Je repense aux successives mises en garde parentales plus ou moins anodines ou solennelles qui, régulièrement et graduellement, ponctuèrent cette tranche de vie qui s’étale sur mes dix-huit premières années [4]. Par leur immanquable convergence, elles finirent par déterminer la configuration, dans l’espace mental et physique, d’une sorte de topographie de l’interdit spécifique et, de façon générale, celle du domaine extrapolé de l’« intouchable ».

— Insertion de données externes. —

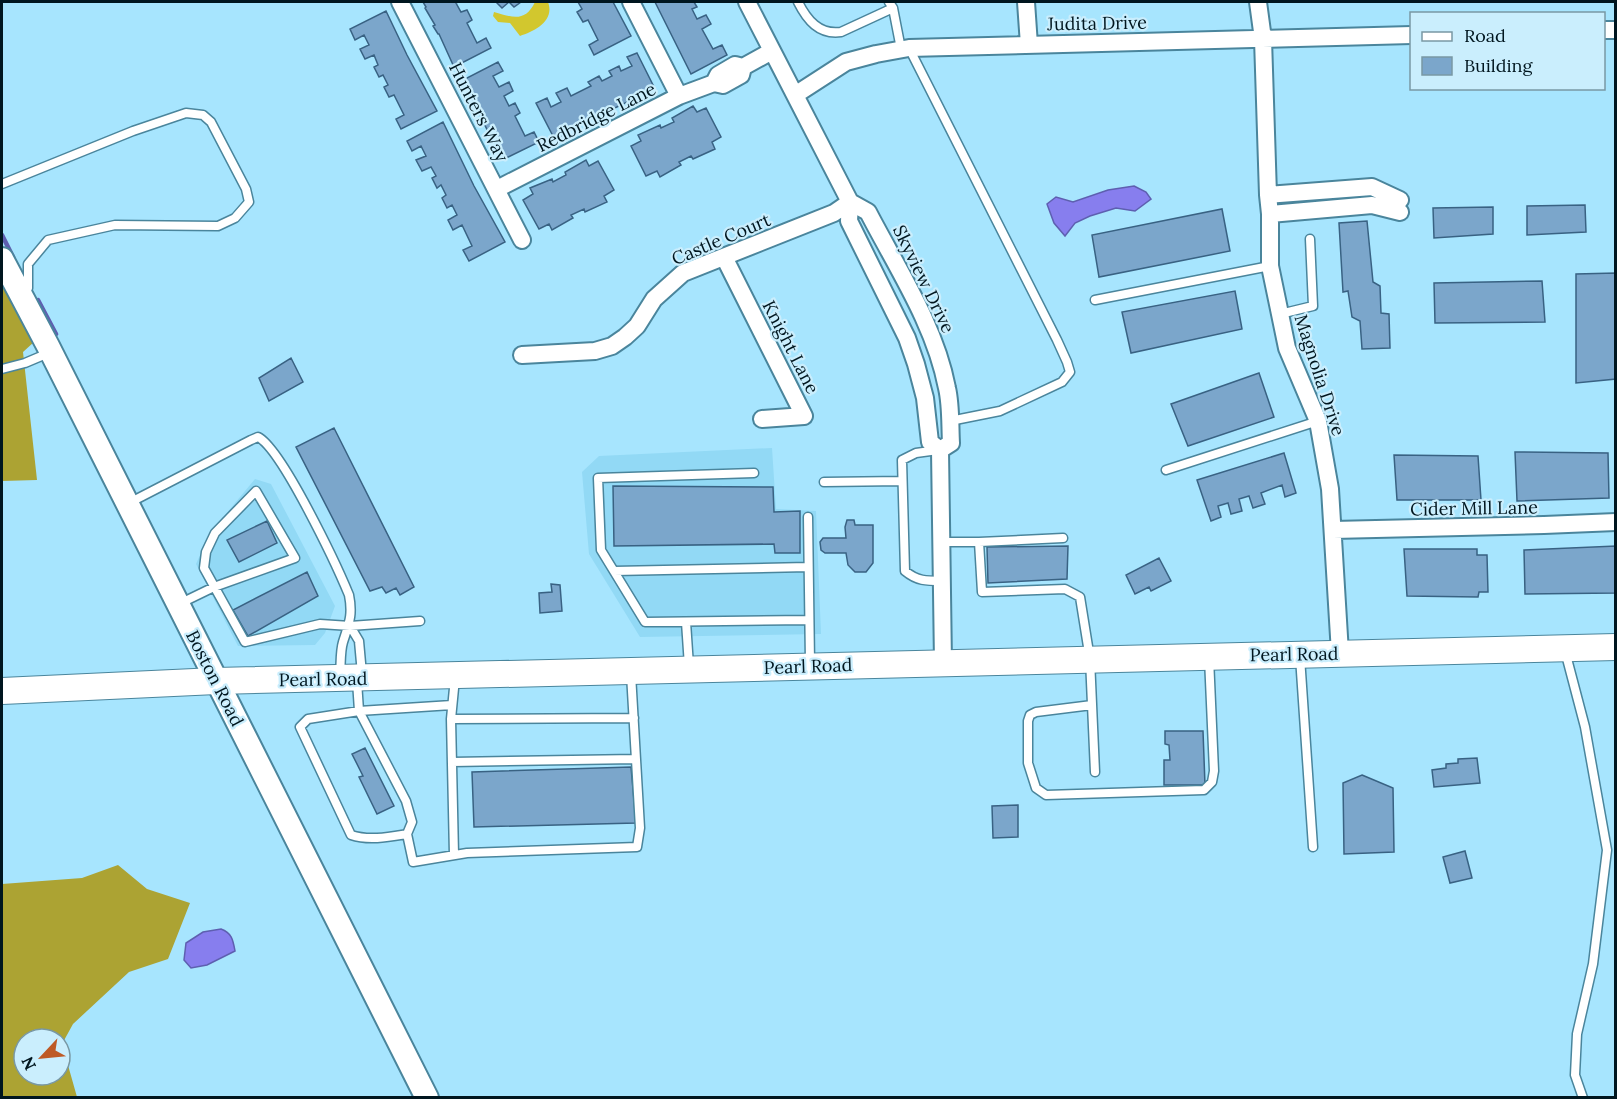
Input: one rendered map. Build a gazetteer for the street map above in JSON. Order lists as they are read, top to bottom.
{
  "streets": {
    "main road": ["Pearl Road"],
    "street": [
      "Judita Drive",
      "Hunters Way",
      "Redbridge Lane",
      "Castle Court",
      "Skyview Drive",
      "Knight Lane",
      "Magnolia Drive",
      "Cider Mill Lane",
      "Boston Road"
    ]
  },
  "crossings": [
    ["Judita Drive", "Skyview Drive"],
    ["Judita Drive", "Magnolia Drive"],
    ["Hunters Way", "Redbridge Lane"],
    ["Redbridge Lane", "Skyview Drive"],
    ["Castle Court", "Skyview Drive"],
    ["Castle Court", "Knight Lane"],
    ["Skyview Drive", "Pearl Road"],
    ["Magnolia Drive", "Cider Mill Lane"],
    ["Magnolia Drive", "Pearl Road"],
    ["Pearl Road", "Boston Road"]
  ],
  "legend": ["Road", "Building"],
  "north": "bottom left"
}
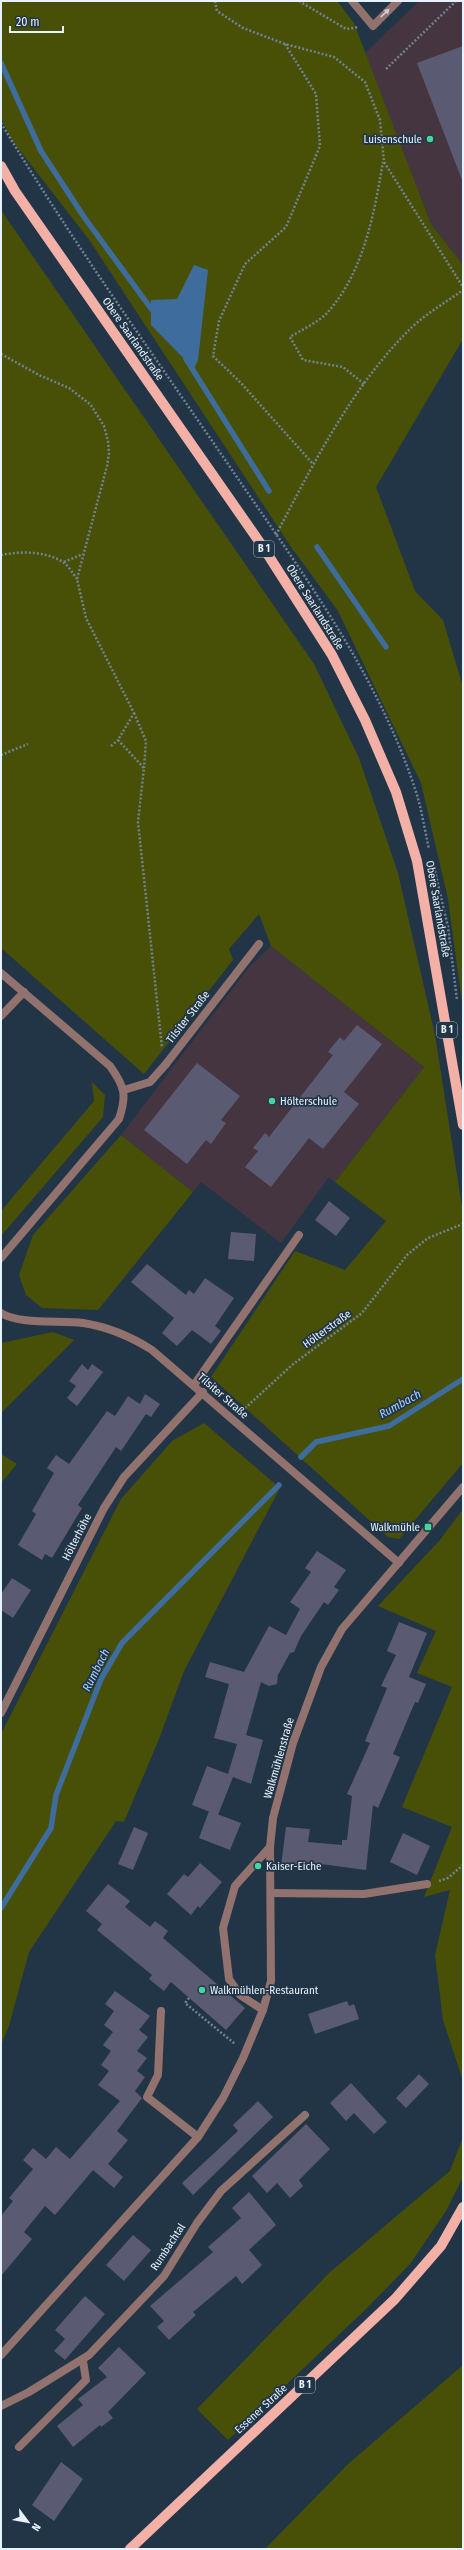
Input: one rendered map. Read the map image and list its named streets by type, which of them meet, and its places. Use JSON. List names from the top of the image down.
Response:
{
  "streets": {
    "main road": ["Obere Saarlandstraße", "B 1", "Essener Straße"],
    "street": [
      "Tilsiter Straße",
      "Hölterhöhe",
      "Walkmühlenstraße",
      "Rumbachtal"
    ],
    "path": ["Hölterstraße"]
  },
  "crossings": [
    ["Tilsiter Straße", "Hölterstraße"],
    ["Tilsiter Straße", "Hölterhöhe"],
    ["Tilsiter Straße", "Walkmühlenstraße"]
  ],
  "water": ["Rumbach"],
  "places": {
    "other": [
      "Luisenschule",
      "Hölterschule",
      "Kaiser-Eiche",
      "Walkmühlen-Restaurant"
    ],
    "transit": ["Walkmühle"]
  },
  "scale_bar": "20 m",
  "north": "bottom right"
}
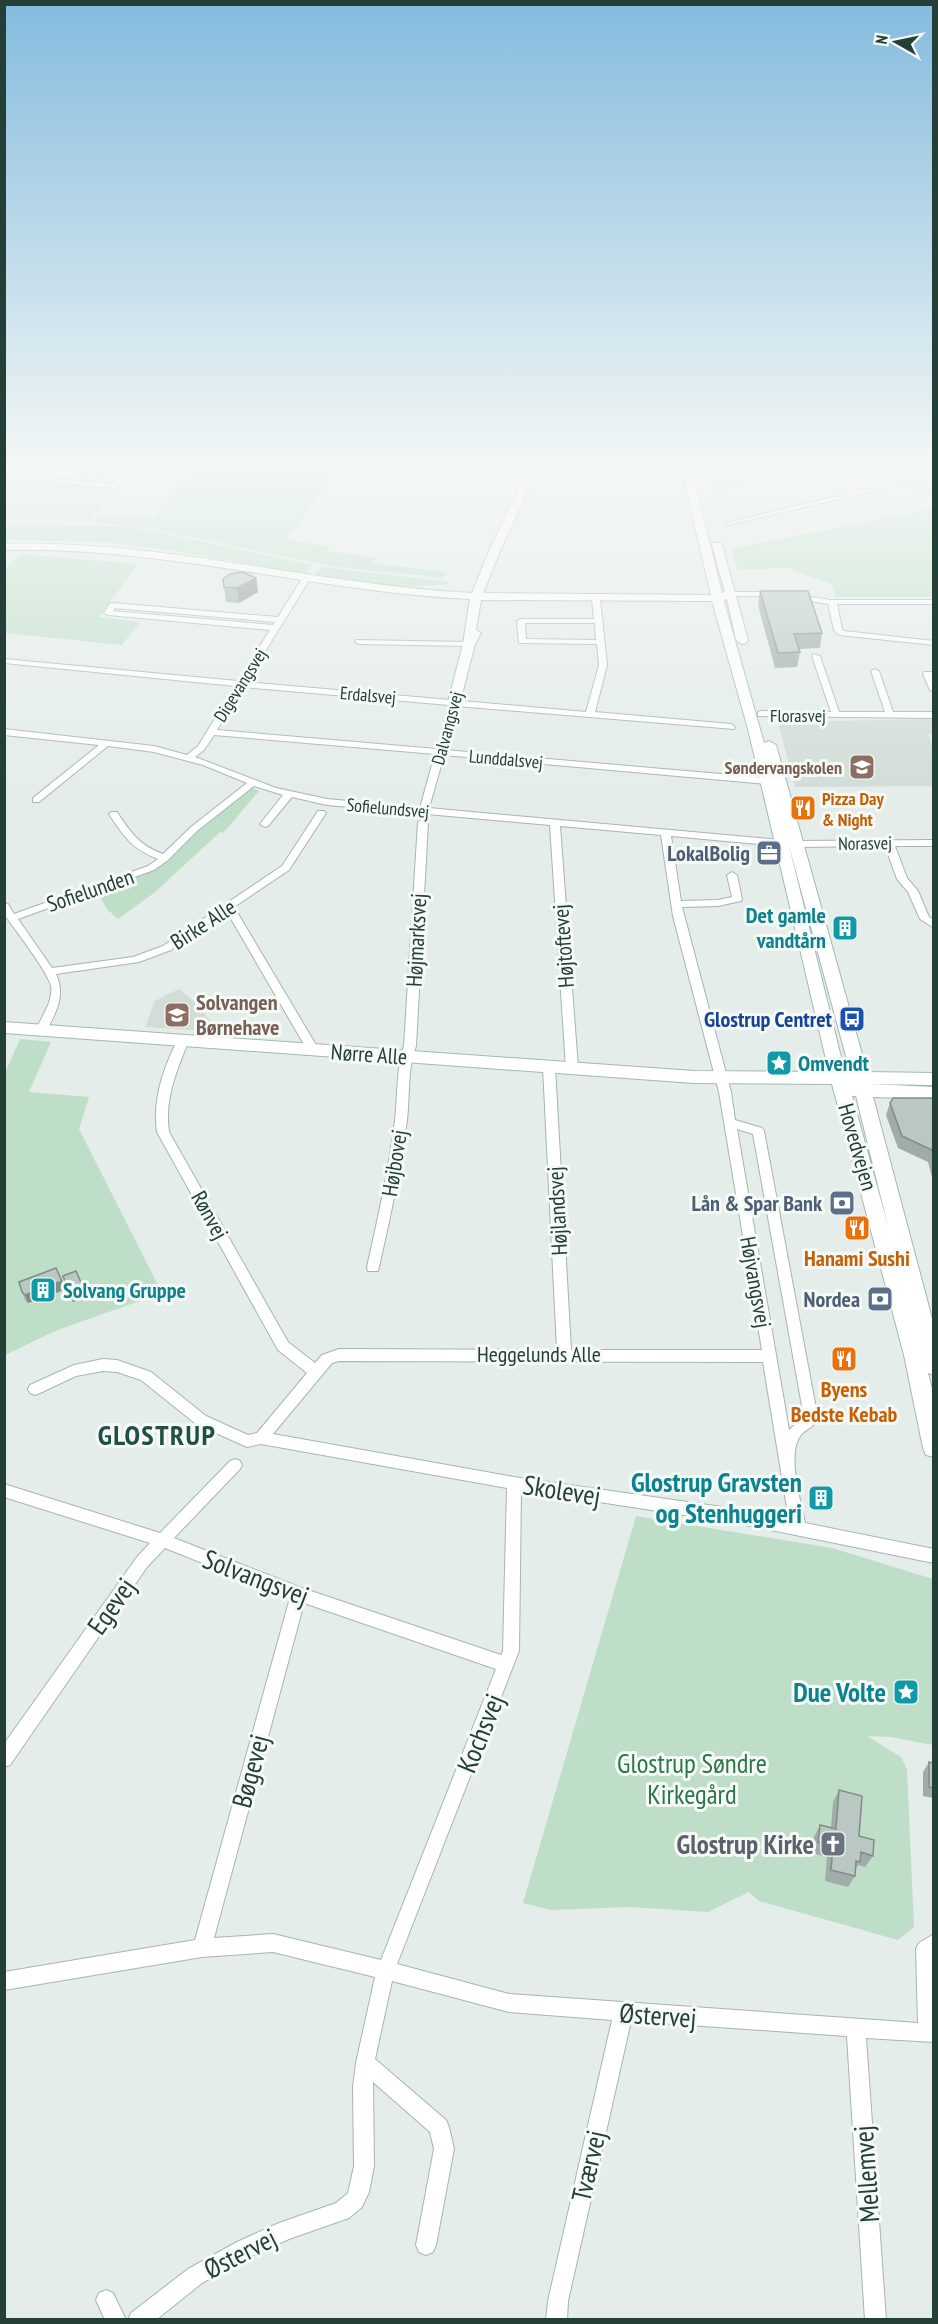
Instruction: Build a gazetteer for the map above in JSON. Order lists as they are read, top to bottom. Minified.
{"streets":{"main road":["Dalvangsvej","Nørre Alle","Hovedvejen"],"street":["Digevangsvej","Erdalsvej","Florasvej","Lunddalsvej","Sofielundsvej","Norasvej","Sofielunden","Birke Alle","Højmarksvej","Højtoftevej","Højbovej","Højlandsvej","Rønvej","Højvangsvej","Heggelunds Alle","Skolevej","Solvangsvej","Egevej","Kochsvej","Bøgevej","Østervej","Tværvej","Mellemvej"]},"crossings":[["Digevangsvej","Erdalsvej"],["Digevangsvej","Lunddalsvej"],["Digevangsvej","Sofielundsvej"],["Erdalsvej","Dalvangsvej"],["Florasvej","Hovedvejen"],["Dalvangsvej","Lunddalsvej"],["Dalvangsvej","Sofielundsvej"],["Dalvangsvej","Højmarksvej"],["Sofielundsvej","Norasvej"],["Sofielundsvej","Sofielunden"],["Sofielundsvej","Højmarksvej"],["Sofielundsvej","Højtoftevej"],["Sofielundsvej","Hovedvejen"],["Sofielundsvej","Højvangsvej"],["Norasvej","Hovedvejen"],["Højmarksvej","Nørre Alle"],["Højmarksvej","Højbovej"],["Højtoftevej","Nørre Alle"],["Nørre Alle","Hovedvejen"],["Nørre Alle","Højbovej"],["Nørre Alle","Højlandsvej"],["Nørre Alle","Rønvej"],["Nørre Alle","Højvangsvej"],["Højlandsvej","Heggelunds Alle"],["Rønvej","Heggelunds Alle"],["Højvangsvej","Heggelunds Alle"],["Højvangsvej","Skolevej"],["Skolevej","Kochsvej"],["Solvangsvej","Egevej"],["Solvangsvej","Kochsvej"],["Solvangsvej","Bøgevej"],["Kochsvej","Østervej"],["Bøgevej","Østervej"],["Østervej","Tværvej"],["Østervej","Mellemvej"]],"districts":["GLOSTRUP"],"parks":["Glostrup Søndre Kirkegård"],"places":{"school or university":["Søndervangskolen","Solvangen Børnehave"],"restaurant":["Pizza Day & Night","Hanami Sushi","Byens Bedste Kebab"],"office":["LokalBolig"],"building":["Det gamle vandtårn","Solvang Gruppe","Glostrup Gravsten og Stenhuggeri"],"bus stop":["Glostrup Centret"],"place":["Omvendt","Due Volte"],"bank":["Lån & Spar Bank","Nordea"],"church":["Glostrup Kirke"]},"north":"left"}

Ainsi ai-je, un temps – armé de solides et univoques critères discriminatoires –, progressé sans notable hiatus dans un monde pré-décodé et ordonné, tout en évoluant dans une région permise, licite, strictement bornée, où ne pouvaient, évidemment, coexister deux entités opposées (haram/hallal) s’excluant réciproquement. Dans ce monde transparent mais déjà dangereusement clivé par le fait de l’occupation coloniale, l’insistance mise à désigner méticuleusement l’« intouchable » relevait de l’adoption de rigoureuses mesures prophylactiques – une sorte de cordon sanitaire contre la contagion – puisqu’en dépendait le salut de l’âme, comptable, au jour du Jugement dernier, des manquements et péchés commis sur terre. Elle devait, cette âme – sous peine d’être condamnée à endurer d’éternels et cauchemardesques tourments [5] –, se présenter dans le plus grand état de pureté [6] devant son créateur.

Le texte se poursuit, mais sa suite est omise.